With two minutes left in the first half, Mike Krzyzewski yelled at the crowd to get angry. And then he had a real reason to get angry, as he was bumped by an Indiana player as he left the floor.
And then Duke played angry, turning a competitive game into a complete beatdown as soon as the second half tipped. In the end, the meeting between two historical heavyweights was a blowout: No. 7 Duke 94, Indiana 74. The lead was as much as 25 in the second half.
“I’m sure they would have wanted to play better defense,” Mike Krzyzewski said of Indiana. “But we were playing pretty good offense.
“For a period of time there, we just kind of scored.”
The stage was set for Duke’s biggest game of the year to date, with Cameron Indoor Stadium filled to the brim. And Brandon Ingram took the opportunity for his breakout performance.
Ingram had struggled in his adjustment to the college game, to the point where it was painfully obvious. He brought in the biggest reputation to Durham, the No. 3 overall ranking in the incoming freshman class, and entering Wednesday’s game against Indiana, had little production to show for that.
That changed in a hurry after the opening tip.
Ingram made his first shot, a 3-pointer, after Amile Jefferson gathered a loose ball and flung it in his direction. He made his next shot, a long 2-pointer with a foot on the line. And then Ingram hit his next shot, this one from behind the arc, again. Three shots, in less than three minutes for eight points – the same number he had in the whole game against Utah State (and more than he posted against Kentucky and Georgetown).
Ingram blistered the nets for 18 first-half points on 7-of-8 shooting from the floor. He played with a verve, to use one of Krzyzewski’s favorite words, a vigor and enthusiasm that had him sprinting back on both ends of the floor. He finished with a team-high 24 points on 10-of-15 shooting. Matt Jones added 23, and Grayson Allen contributed 16.

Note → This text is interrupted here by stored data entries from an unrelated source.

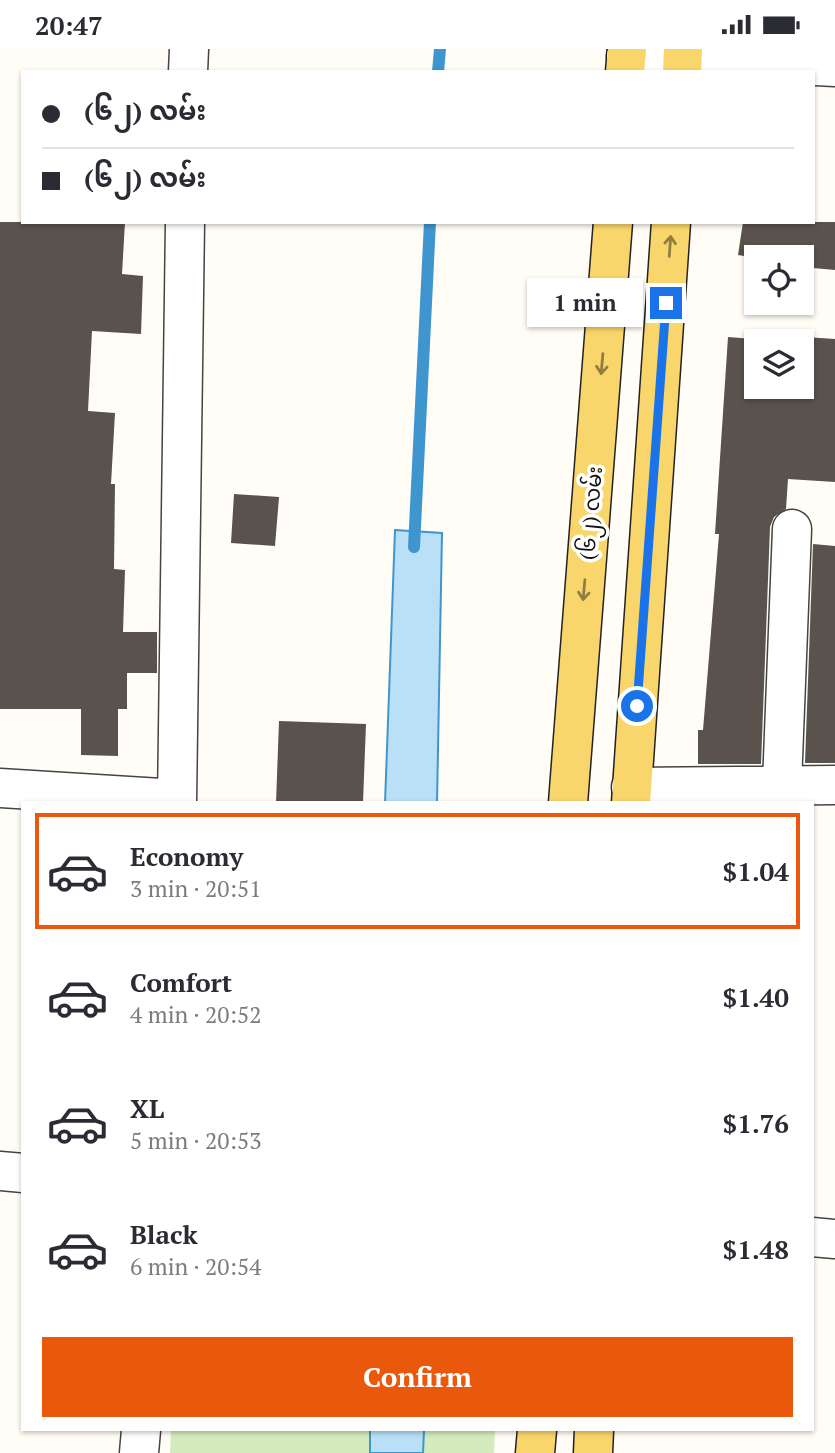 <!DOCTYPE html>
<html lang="en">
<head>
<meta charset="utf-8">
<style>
	body { margin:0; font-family:"PT Serif","Noto Sans Myanmar",serif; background:#f2f2f3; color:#2b2b33; height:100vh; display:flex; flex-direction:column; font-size:26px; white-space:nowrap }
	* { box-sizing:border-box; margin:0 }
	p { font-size:23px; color:#7c7c81 }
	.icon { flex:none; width:38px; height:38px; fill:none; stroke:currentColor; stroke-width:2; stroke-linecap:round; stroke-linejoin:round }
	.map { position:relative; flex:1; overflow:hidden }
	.panel { position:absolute; left:21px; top:752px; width:793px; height:630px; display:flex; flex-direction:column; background:#fff; border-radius:0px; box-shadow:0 2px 5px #0004 }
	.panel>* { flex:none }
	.hud { position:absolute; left:21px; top:21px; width:794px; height:154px; border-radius:0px; box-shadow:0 2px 5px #0004; display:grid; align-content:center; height:154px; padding:0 21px; background:#fff }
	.fabs { position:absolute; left:744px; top:196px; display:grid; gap:14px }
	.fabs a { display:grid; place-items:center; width:70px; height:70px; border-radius:0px; background:#fff; box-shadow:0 2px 5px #0004; font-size:35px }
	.end { position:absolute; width:32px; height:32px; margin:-16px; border:9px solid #1a73e8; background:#fff; box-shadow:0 0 0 4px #fff }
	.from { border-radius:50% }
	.bubble { position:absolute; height:49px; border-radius:0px; background:#fff; box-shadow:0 2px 5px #0004; font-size:23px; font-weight:700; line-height:49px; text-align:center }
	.hud b { display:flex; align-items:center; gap:24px; height:66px; font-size:26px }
	.hud b+b { border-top:2px solid #e1e1e2 }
	.hud i { width:18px; height:18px; background:#2b2b33 }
	ul { padding:12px 0 0; list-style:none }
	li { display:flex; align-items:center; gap:21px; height:116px; margin:0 14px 10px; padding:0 7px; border:4px solid transparent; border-radius:0px }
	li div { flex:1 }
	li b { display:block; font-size:26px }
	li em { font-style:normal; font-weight:700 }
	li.on { border-color:#ea580c }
	li>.icon { width:63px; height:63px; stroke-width:1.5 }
	.primary-button { display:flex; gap:14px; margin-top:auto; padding:14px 21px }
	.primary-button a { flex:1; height:80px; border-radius:0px; background:#ea580c; color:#fff; font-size:28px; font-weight:700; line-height:80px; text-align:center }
	.status { display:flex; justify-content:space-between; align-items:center; height:49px; padding:0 35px; background:#fff; direction:ltr }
	.status svg { height:19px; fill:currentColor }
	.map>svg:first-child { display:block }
	.green { fill:#d5ebbd }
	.water { fill:#b9e0f7; stroke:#3f96cf; stroke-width:2 }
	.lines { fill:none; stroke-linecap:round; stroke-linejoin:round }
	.stream { stroke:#3f96cf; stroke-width:12 }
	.building { fill:#5a524d }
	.street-casing { stroke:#444; stroke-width:41 }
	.primary-casing { stroke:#222; stroke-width:41 }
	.street { stroke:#fff; stroke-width:38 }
	.primary { stroke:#f9d66b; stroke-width:38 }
	.oneway { stroke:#917d42 }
	.route { stroke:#1a73e8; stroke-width:9 }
	.labels { text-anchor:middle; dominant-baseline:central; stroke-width:7; stroke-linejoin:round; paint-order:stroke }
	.street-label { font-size:21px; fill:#111; stroke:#fff }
</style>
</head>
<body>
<div class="status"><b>20:47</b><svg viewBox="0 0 49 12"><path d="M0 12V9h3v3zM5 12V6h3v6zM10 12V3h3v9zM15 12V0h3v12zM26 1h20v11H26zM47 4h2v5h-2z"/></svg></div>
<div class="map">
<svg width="835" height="1404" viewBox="0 0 835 1404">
	<rect width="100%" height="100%" fill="#fffdf5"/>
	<path class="green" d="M171,1381H495L494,1404H170Z"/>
	<path class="water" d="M395,481L442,484L437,754H385Z
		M370,1381H424L423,1404H370Z"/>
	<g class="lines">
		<path class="stream" d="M438,23L440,0
			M414,498L430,173"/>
	</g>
	<path class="building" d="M0,173H125L122,225L143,227L141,285L92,282L88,362L115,364L111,435H115L114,520L125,521L123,583H157V624H127V660H118V707L81,706V660H0Z
		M743,173H835V221L802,218V208L756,209L738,206Z
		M728,288L782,292H756V338H802V294H804L805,288L835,290V433L788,430L786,460L774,468L770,478L761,715H698V681H703L719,485H715Z
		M234,445L279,448L275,497L231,494Z
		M813,495L835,497V714H805Z
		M279,672L366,675L363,754H276Z"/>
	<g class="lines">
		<defs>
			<path id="street" d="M626,7L835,18
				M188,23L189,0
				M782,735L792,480
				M631,738L835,736
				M0,739L177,750
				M177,754L185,173
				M0,1122L23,1124
				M812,1188L835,1190
				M139,1404L141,1381"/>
			<path id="primary" d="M625,23L627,0
				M682,23L683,0
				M568,754L613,173
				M631,754L671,173
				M535,1404L537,1381
				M593,1404L594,1381"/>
		</defs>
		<use href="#street" class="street-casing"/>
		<use href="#primary" class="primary-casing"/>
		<use href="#street" class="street"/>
		<use href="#primary" class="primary"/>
	</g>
	<defs><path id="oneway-shaft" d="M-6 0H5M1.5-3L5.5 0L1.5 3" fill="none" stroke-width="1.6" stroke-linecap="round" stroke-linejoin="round" transform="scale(1.75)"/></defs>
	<g class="oneway">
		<use href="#oneway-shaft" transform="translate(670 197) rotate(-86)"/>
		<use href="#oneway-shaft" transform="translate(602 315) rotate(95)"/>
		<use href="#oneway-shaft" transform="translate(584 541) rotate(95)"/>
	</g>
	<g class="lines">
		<path class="route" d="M637,657L666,254"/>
	</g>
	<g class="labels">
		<g class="street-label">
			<text transform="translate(590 464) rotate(-85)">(၆၂) လမ်း</text>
		</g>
	</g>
</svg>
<div class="fabs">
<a><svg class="icon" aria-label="locate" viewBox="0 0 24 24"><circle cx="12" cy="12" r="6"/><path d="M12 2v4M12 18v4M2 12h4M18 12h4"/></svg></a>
<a><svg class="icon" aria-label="layers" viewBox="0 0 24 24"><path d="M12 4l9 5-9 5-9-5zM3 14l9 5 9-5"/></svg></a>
</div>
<i class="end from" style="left:637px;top:657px"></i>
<i class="end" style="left:666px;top:254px"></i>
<div class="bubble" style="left:527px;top:229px;width:116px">1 min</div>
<div class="hud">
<b><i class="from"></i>(၆၂) လမ်း</b>
<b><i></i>(၆၂) လမ်း</b>
</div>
<section class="panel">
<ul>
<li class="on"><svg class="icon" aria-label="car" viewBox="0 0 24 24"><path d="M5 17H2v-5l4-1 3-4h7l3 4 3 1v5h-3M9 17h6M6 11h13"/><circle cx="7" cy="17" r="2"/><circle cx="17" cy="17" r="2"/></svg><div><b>Economy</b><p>3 min · 20:51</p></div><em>$1.04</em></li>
<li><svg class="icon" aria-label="car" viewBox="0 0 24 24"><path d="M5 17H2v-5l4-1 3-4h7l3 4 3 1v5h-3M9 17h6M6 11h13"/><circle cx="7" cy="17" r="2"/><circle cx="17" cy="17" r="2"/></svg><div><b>Comfort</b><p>4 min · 20:52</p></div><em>$1.40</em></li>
<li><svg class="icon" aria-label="car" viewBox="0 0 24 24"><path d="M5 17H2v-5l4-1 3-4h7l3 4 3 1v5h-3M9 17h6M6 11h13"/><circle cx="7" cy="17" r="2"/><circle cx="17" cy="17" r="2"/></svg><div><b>XL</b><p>5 min · 20:53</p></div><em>$1.76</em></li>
<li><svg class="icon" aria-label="car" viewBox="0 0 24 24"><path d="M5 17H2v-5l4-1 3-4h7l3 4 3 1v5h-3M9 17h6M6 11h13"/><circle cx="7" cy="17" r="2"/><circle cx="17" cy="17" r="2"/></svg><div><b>Black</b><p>6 min · 20:54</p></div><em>$1.48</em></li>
</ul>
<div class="primary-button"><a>Confirm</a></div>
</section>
</div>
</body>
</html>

Despite Ingram’s early firepower, the Hoosiers only needed two minutes to go on a 12-0 run and take the lead at 16-10. The offense came fast and furious from both teams, playing as one would expect two of the nation’s top-10 most efficient offenses.
Krzyzewski yelled at the Duke fans behind the bench and the student section to “get angry” with just under two minutes left in the half as the Blue Devils led 46-35. The basketball portion of the half ended in ridiculous, circus-like fashion, which was befitting of the stage and previous action. Allen lost his footing around the foul line, slipping as he flung the ball with two hands, from waist level, over his shoulder. With his back to the basket, Allen couldn’t see the ball hit the backboard and bounce into the net.
Then the real shenanigans began.
Krzyzewski had a real reason to get angry at halftime, as Indiana’s Max Bielfeldt bumped into him as he ran off the court. Krzyzewski was sufficiently angry enough to stop Indiana coach Tom Crean, who told him he didn’t see it. Krzyzewski spoke to the referees about it as well, lingering on the court well after his team had run inside the locker room.
“i didn’t even know what the hell happened. All of the sudden, boom, I got hit,” Krzyzewski said. “Where I’m from, usually when you get hit, you do something. I didn’t do anything. But usually if you get hit, someone would say, I’m sorry.”
Krzyzewski said it was probably an accident and downplayed its significance. Allen, for his part, was willing to give the Hoosiers the benefit of the doubt—after the game.
“In the heat of the game, everything will fire us up,” Allen said.
Whatever the late-arriving Krzyzewski said to his team in the locker room worked. Duke opened the second half on a 9-0 run, with Crean calling a timeout in vain (the whiteboard had no solution for a dysfunctional defense). Indiana didn’t make its first field goal of the second half until there was 11:30 left in the game. At that point, the Hoosiers were already down 69-48.
There has been plenty of honest talk from Krzyzewski about his team’s limitations and need for growth in this young season. Wednesday night, though, the Blue Devils showed they could run and fight with the best of them. That’s an edge that will serve Duke well, even on nights when the offensive fireworks aren’t quite as bright.